Conference: ICCV 2025 arXiv: 2507.05728 Code: https://github.com/rfww/uevs Area: Data Security / Event Cameras Keywords: Unlearnable Examples, Event Camera, Dataset Protection, Error-Minimizing Noise, Asynchronous Event Stream

TL;DR

This paper proposes UEvs, the first unlearnable example generation method for asynchronous event data. It introduces Event Error-Minimizing Noise (E²MN) and an adaptive projection mechanism that prevent unauthorized models from learning from event datasets while preserving utility for legitimate use.

Background & Motivation

As event camera datasets (e.g., N-Caltech101, DVS128 Gesture) become widely available, the risk of unauthorized use has grown substantially. In the image domain, Unlearnable Examples (UEs) embed imperceptible noise to prevent models from learning true semantic features. However, directly applying image-based UEs to event data is infeasible for three reasons:

Binary polarity constraint: Event polarities are restricted to \(\pm 1\), forming a highly discrete space incompatible with conventional continuous noise.

Asynchronous spatiotemporal structure: Event streams are sparse spatiotemporal point clouds \((x, y, t, p)\), not regular 2D grids.

Representation conversion gap: Events must first be converted into event stacks before being fed into DNNs, yet noise injected into the stack cannot be directly mapped back to the event stream.

Data corruption approaches (e.g., coordinate shift, polarity flipping) can degrade data quality but are easily neutralized by data augmentation and offer unreliable protection.

Method

Overall Architecture

The UEvs pipeline proceeds as follows: event stream → event stack conversion → E²MN generation via surrogate model → adaptive projection and sparsification → unlearnable event stack → retrieval-based reconstruction of the unlearnable event stream.

Key Designs

1. Event Stack Representation

The event stream is divided into \(C=16\) temporal bins. Each pixel value in a bin takes one of three values: - \(0\): event with polarity \(p=-1\) - \(0.5\): no event - \(1.0\): event with polarity \(p=+1\)

Using a large number of channels (\(C=16\)) avoids the event-overwriting problem that arises with single- or three-channel representations.

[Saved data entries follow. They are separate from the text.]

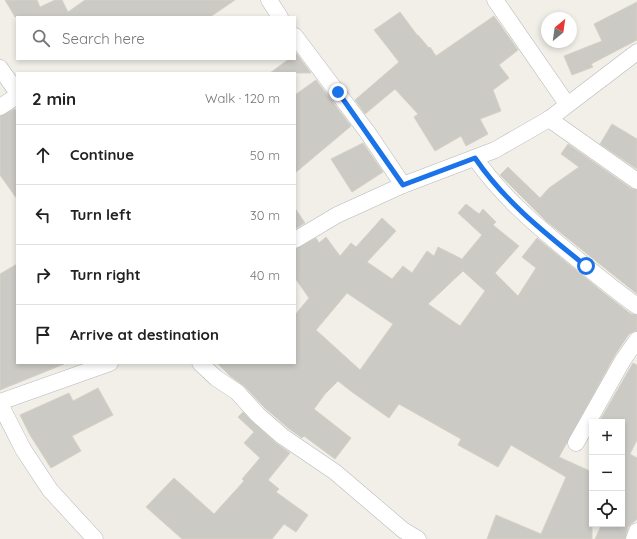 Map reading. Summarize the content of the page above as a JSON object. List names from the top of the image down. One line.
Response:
{"north":"top right","page":{"search":"Search here","heading":["2 min","Walk · 120 m"],"list":[["Continue","50 m"],["Turn left","30 m"],["Turn right","40 m"],"Arrive at destination"],"map_buttons":["+","−"]}} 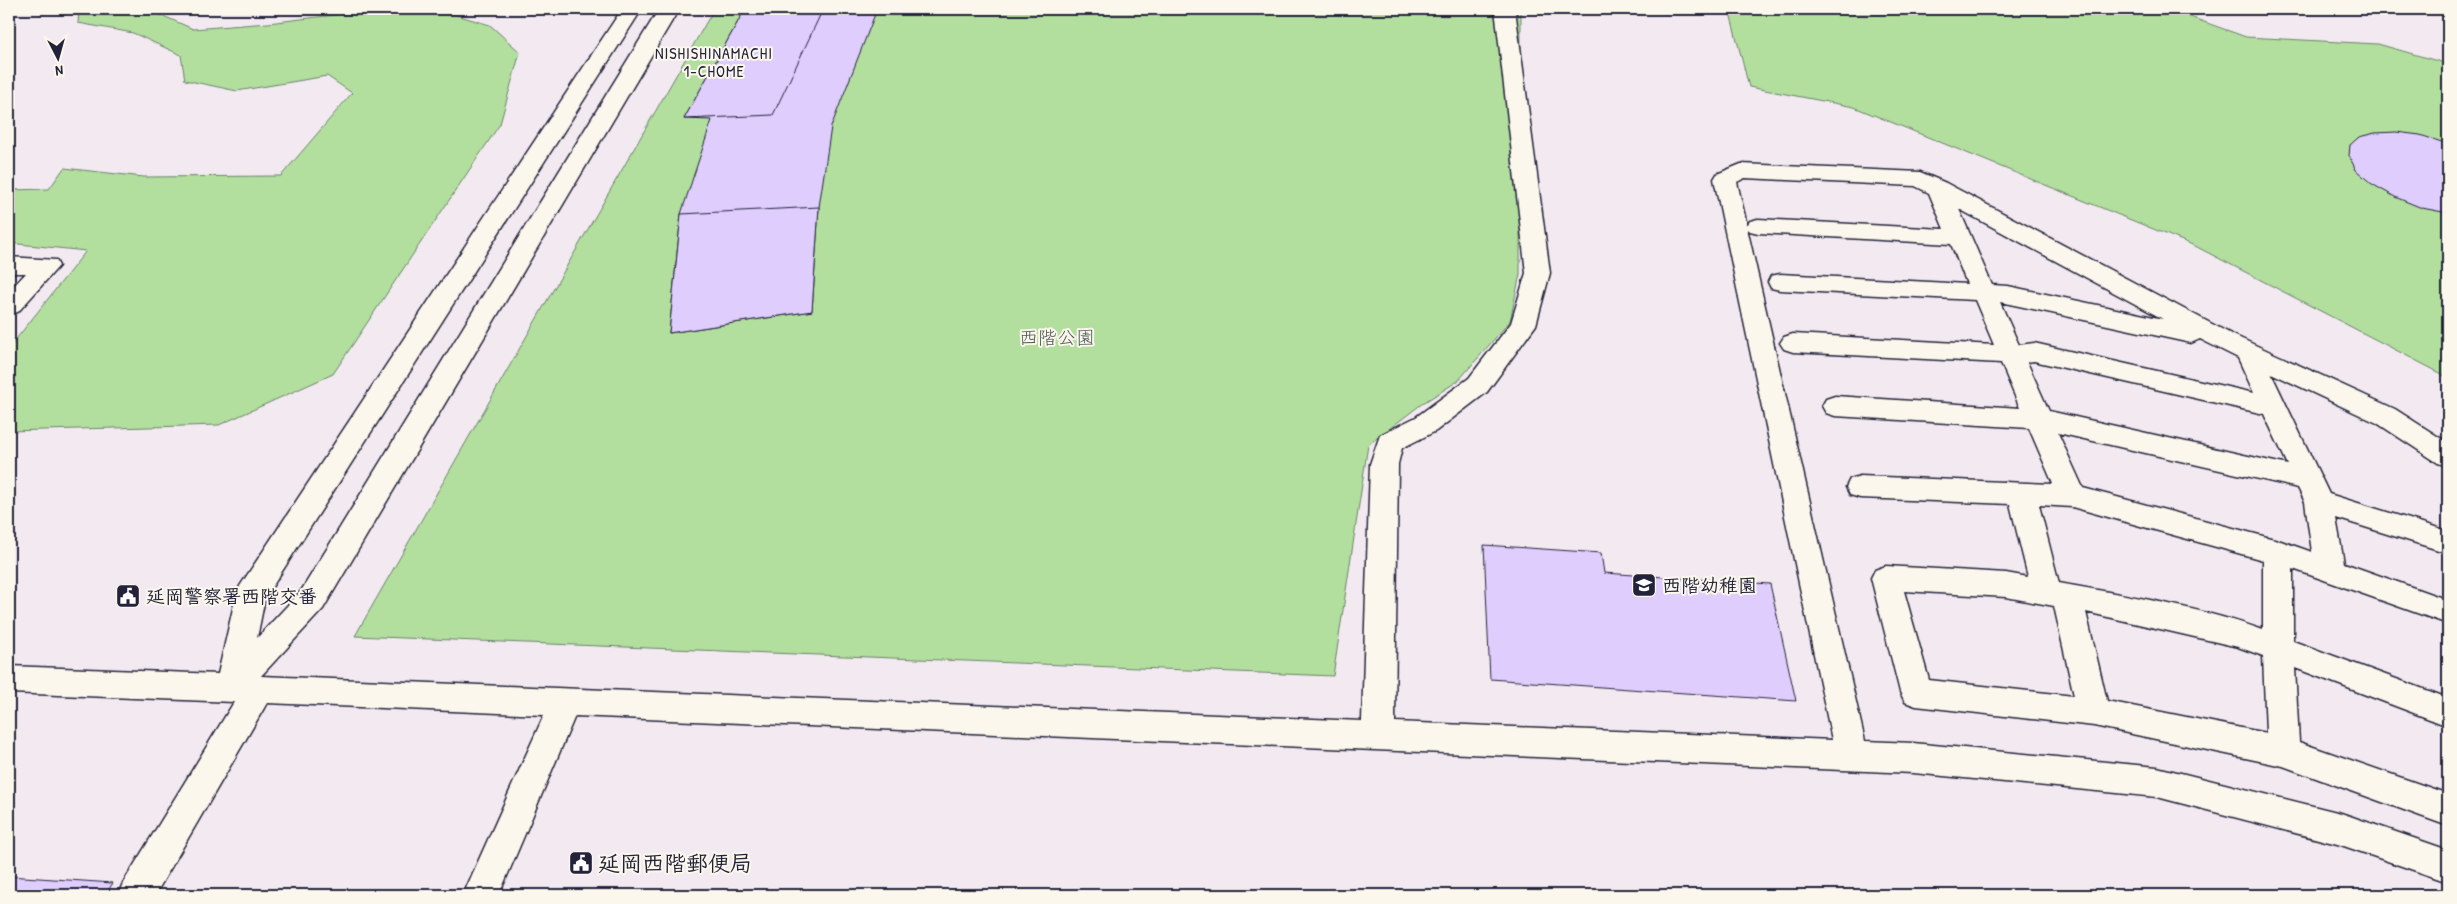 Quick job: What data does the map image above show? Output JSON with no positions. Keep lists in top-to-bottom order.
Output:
{
  "districts": ["NISHISHINAMACHI 1-CHOME"],
  "parks": ["西階公園"],
  "places": {
    "school or university": ["西階幼稚園"],
    "public building": ["延岡警察署西階交番", "延岡西階郵便局"]
  },
  "north": "bottom"
} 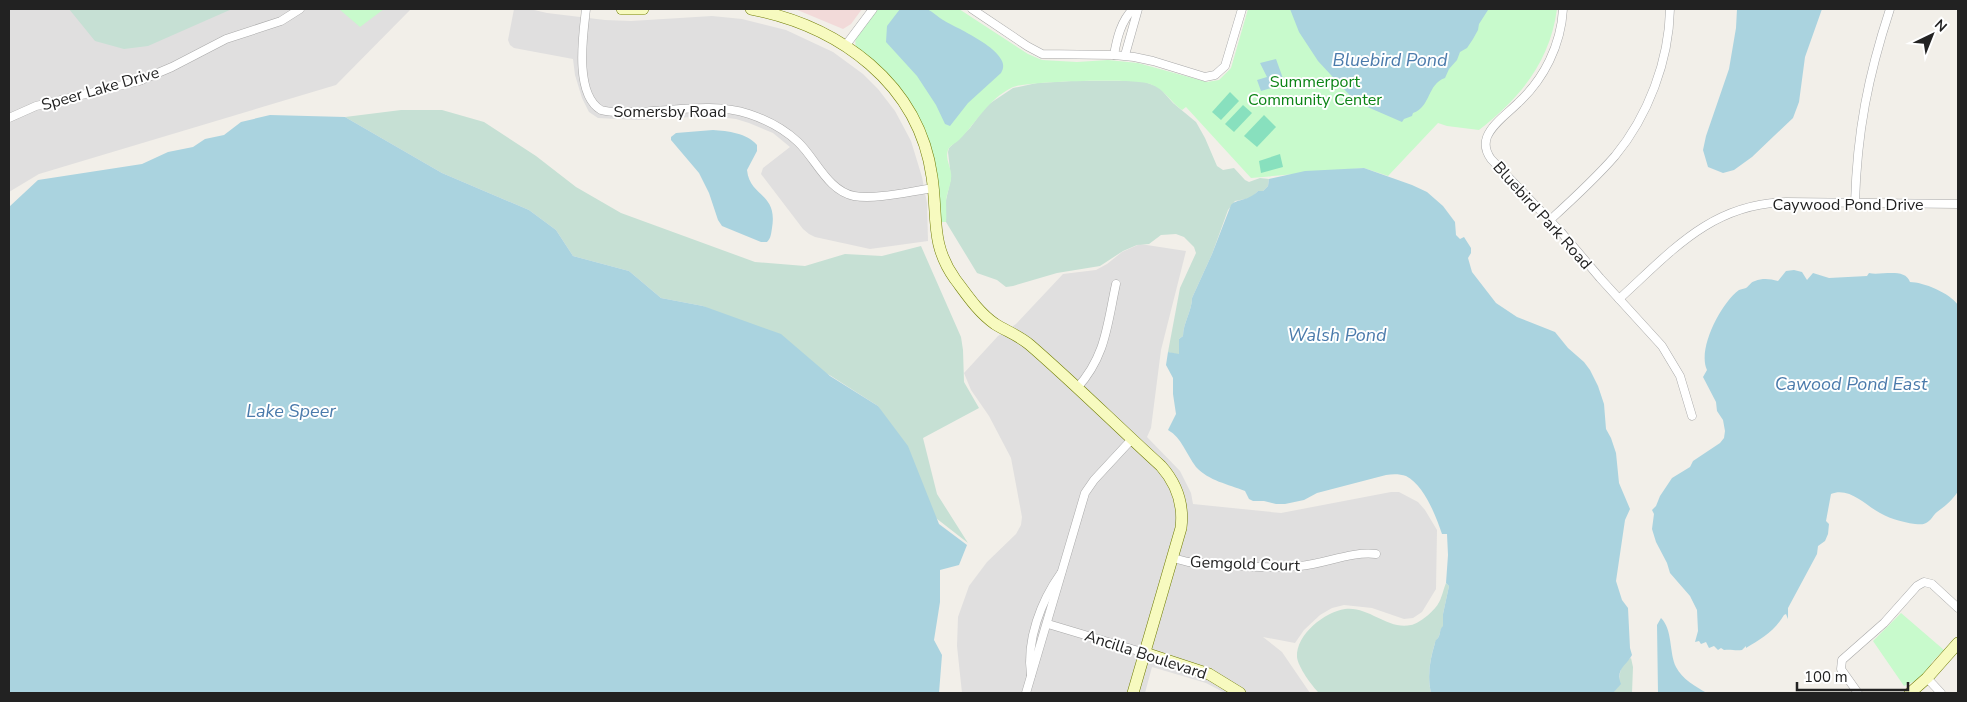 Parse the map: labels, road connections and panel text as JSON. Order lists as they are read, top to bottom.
{
  "streets": {
    "street": [
      "Speer Lake Drive",
      "Somersby Road",
      "Caywood Pond Drive",
      "Bluebird Park Road",
      "Gemgold Court",
      "Ancilla Boulevard"
    ]
  },
  "crossings": [
    ["Caywood Pond Drive", "Bluebird Park Road"]
  ],
  "water": [
    "Bluebird Pond",
    "Walsh Pond",
    "Cawood Pond East",
    "Lake Speer"
  ],
  "parks": ["Summerport Community Center"],
  "scale_bar": "100 m",
  "north": "top right"
} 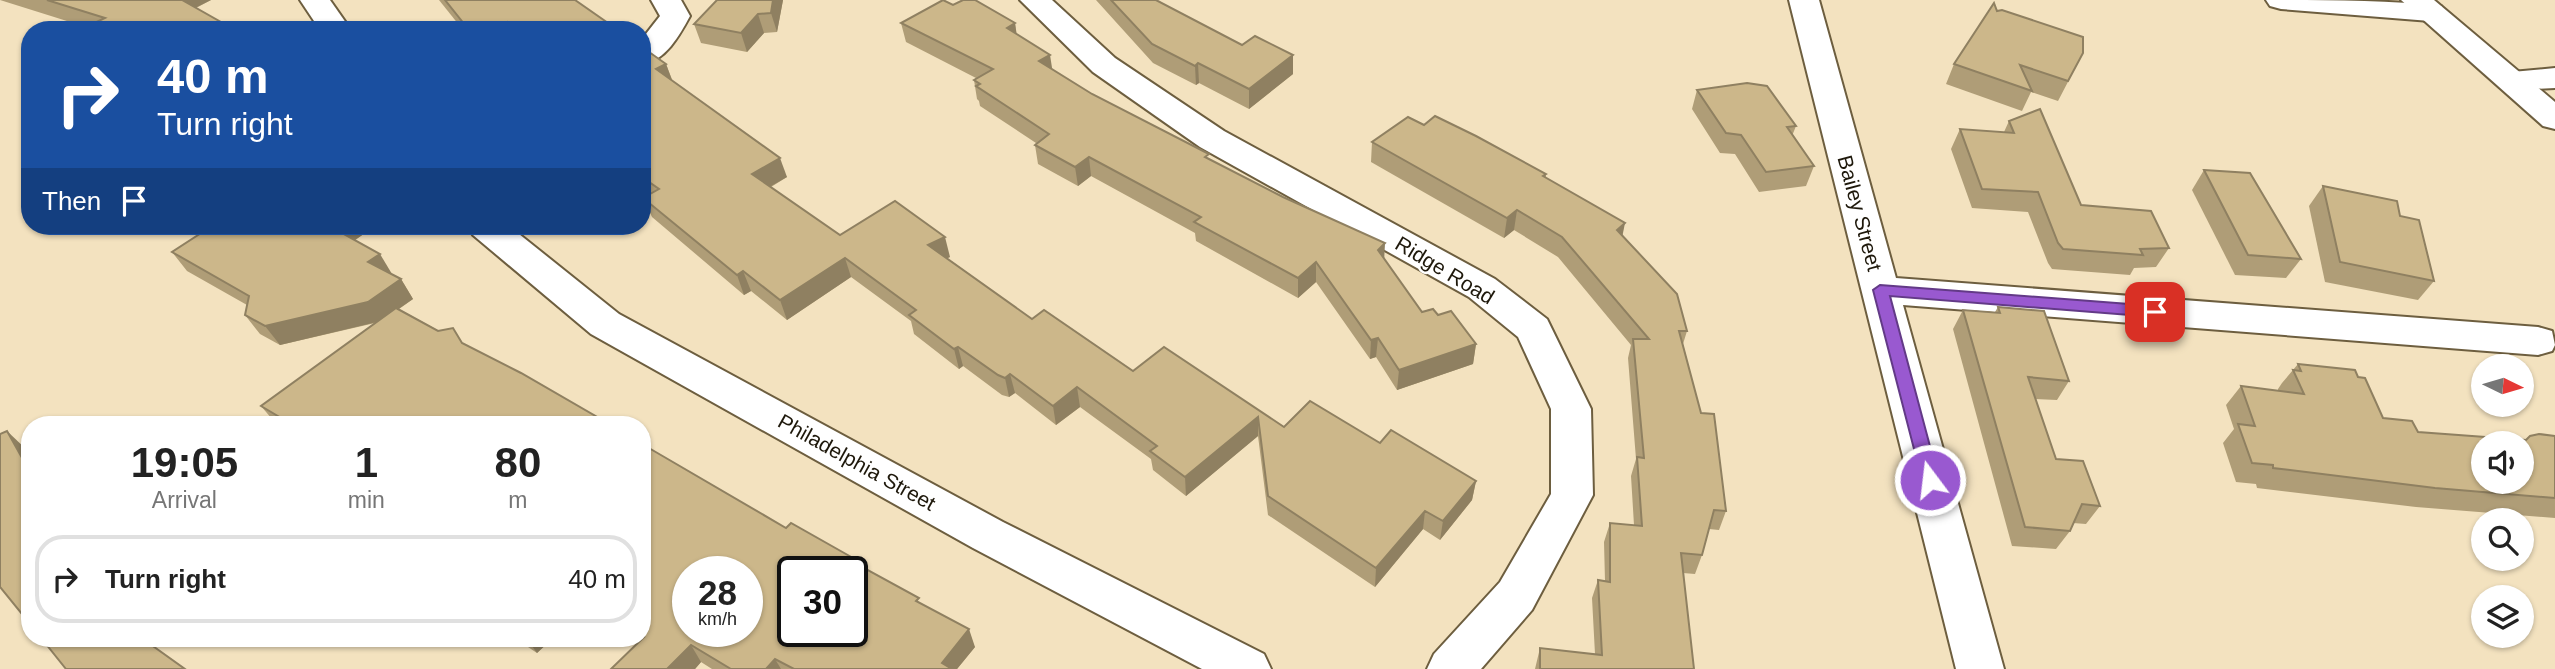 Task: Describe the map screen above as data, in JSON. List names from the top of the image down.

2. Event Error-Minimizing Noise (E²MN)

The core optimization objective follows a min-min bi-level formulation: $\(\arg\min_\theta \mathbb{E}_{(\mathcal{E},l) \in \mathcal{D}} [\min_\delta \mathcal{L}(f'_\theta(\mathcal{R}(\mathcal{E}) + \delta), l)] \quad \text{s.t.} \|\delta\|_\infty \leq \epsilon\)$

Inner optimization: Find noise \(\delta\) under an \(L_\infty\) constraint that minimizes the surrogate model's loss (via PGD). Outer optimization: Update surrogate model parameters to minimize classification loss.

Two noise variants are proposed: - Sample-wise noise: A unique noise perturbation per sample; strongest protection. - Class-wise noise: Shared noise within each class; more efficient and generalizable to new data.

A similarity regularization term is added to the outer loss: $\(\mathcal{L}^* = \lambda_1 \mathcal{L} + \lambda_2 \mathcal{L}_s\)$ where \(\mathcal{L}_s\) maximizes the discrepancy between clean and unlearnable features, ensuring noise remains effective after projection.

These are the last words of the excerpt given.